Sure, I have added these tests.

FYI, pg_walfile_name_offset() has this C comment, which I have removed
in this patch;

* Note that a location exactly at a segment boundary is taken to be in
* the previous segment. This is usually the right thing, since the
* expected usage is to determine which xlog file(s) are ready to archive.

There is also a documentation mention of this behavior:

When the given write-ahead log location is exactly at a write-ahead log file boundary, both
these functions return the name of the preceding write-ahead log file.
This is usually the desired behavior for managing write-ahead log archiving
behavior, since the preceding file is the last one that currently
needs to be archived.

After seeing the doc mention, I started digging into the history of this
feature. It was originally called pg_current_xlogfile_offset() and
proposed in this email thread, which started on 2006-07-31:

https://www.postgresql.org/message-id/flat/1154384790.3226.21.camel%40localhost.localdomain

In the initial patch by Simon Riggs, there was no "previous segment
file" behavior, just a simple filename/offset calculation.
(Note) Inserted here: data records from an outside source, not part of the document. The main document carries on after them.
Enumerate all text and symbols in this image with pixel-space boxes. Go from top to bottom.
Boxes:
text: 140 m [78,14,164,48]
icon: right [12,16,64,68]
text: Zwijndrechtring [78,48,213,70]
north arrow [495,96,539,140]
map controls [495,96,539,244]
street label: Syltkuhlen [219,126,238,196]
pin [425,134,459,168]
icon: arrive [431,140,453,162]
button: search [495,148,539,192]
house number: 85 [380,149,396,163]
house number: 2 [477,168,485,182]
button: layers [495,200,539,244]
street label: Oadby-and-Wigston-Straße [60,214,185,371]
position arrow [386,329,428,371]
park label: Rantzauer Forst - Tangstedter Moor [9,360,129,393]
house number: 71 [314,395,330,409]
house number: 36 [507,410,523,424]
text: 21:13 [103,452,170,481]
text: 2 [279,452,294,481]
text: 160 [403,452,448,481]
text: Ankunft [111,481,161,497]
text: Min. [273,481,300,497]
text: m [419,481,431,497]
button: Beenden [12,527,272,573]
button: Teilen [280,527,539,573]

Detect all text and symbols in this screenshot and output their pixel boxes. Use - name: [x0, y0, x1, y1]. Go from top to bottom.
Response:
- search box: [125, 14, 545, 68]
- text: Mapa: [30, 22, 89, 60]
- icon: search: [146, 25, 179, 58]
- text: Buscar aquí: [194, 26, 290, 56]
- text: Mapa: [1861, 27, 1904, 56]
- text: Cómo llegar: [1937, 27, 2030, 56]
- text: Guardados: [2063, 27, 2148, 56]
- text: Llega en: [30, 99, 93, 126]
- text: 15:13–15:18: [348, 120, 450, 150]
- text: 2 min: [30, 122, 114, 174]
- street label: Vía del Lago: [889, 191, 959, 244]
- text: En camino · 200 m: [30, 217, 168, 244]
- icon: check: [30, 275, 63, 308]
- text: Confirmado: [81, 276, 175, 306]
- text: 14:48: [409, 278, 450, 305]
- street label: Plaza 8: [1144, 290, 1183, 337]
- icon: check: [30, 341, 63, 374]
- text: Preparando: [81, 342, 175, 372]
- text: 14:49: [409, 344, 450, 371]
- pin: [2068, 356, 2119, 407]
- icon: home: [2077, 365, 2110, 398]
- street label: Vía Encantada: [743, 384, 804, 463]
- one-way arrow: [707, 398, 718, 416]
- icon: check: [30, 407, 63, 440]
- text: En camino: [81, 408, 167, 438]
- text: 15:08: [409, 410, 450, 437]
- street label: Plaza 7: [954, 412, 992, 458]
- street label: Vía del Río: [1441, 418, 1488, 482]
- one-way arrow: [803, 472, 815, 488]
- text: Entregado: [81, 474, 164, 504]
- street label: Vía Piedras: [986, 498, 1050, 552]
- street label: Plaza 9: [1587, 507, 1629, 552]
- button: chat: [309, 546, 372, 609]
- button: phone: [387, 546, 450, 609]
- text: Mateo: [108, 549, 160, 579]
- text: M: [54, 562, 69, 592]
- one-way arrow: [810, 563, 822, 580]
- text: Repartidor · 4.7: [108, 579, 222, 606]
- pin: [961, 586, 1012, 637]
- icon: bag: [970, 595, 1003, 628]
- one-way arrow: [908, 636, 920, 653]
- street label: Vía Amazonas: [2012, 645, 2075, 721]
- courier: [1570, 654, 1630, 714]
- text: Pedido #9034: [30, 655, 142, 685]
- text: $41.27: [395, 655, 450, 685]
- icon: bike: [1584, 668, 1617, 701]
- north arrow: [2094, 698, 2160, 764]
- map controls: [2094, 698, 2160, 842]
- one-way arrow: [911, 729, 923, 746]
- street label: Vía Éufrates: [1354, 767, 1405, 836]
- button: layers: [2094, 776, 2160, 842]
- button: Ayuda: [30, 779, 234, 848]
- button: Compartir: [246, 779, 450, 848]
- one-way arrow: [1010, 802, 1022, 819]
This was applied on 2006-08-06 with this commit:

commit 704ddaaa09
Author: Tom Lane <tgl(at)sss(dot)pgh(dot)pa(dot)us>
Date: Sun Aug 6 03:53:44 2006 +0000

Add support for forcing a switch to a new xlog file; cause such a switch
to happen automatically during pg_stop_backup(). Add some functions for
interrogating the current xlog insertion point and for easily extracting
WAL filenames from the hex WAL locations displayed by pg_stop_backup
and friends. Simon Riggs with some editorialization by Tom Lane.

and the email of the commit said:

https://www.postgresql.org/message-id/18457.1154836638%40sss.pgh.pa.us

I also made the new user-level functions a bit more orthogonal, so
that filenames could be extracted from the existing functions like
pg_stop_backup.

There is later talk about returning last write pointer vs. the current
insert pointer, and having it match what is returned by pg_stop_backup():

https://www.postgresql.org/message-id/1155124565.2368.95.camel%40localhost.localdomain

Methinks it should be the Write pointer all of the time, since I can't
think of a valid reason for wanting to know where the Insert pointer is
*before* we've written to the xlog file. Having it be the Insert pointer
could lead to some errors.

and I suspect that it was the desire to return the last write pointer
that caused the function to return the previous segment on a boundary
offset. This was intended to simplify log shipping implementations, I
think.

The function eventually was renamed in the xlog-to-wal renaming and moved
from xlog.c to xlogfuncs.c. This thread in 2022 mentioned the
inconsistency for 0/0, but didn't seem to talk about the inconsistency
of offset vs file name:

https://www.postgresql.org/message-id/flat/20220204225057.GA1535307%40nathanxps13#d964275c9540d8395e138efc0a75f7e8

and it concluded with:

Yes, its the deliberate choice of design, or a kind of
questionable-but-unoverturnable decision. I think there are many
external tools conscious of this behavior.

However, with the report about the inconsistency, the attached patch
fixes the behavior and removes the documentation about the odd behavior.
This will need to be mentioned as an incompatibility in the major
version release notes.

--
Bruce Momjian <bruce(at)momjian(dot)us> https://momjian.us
EDB https://enterprisedb.com

Only you can decide what is important to you.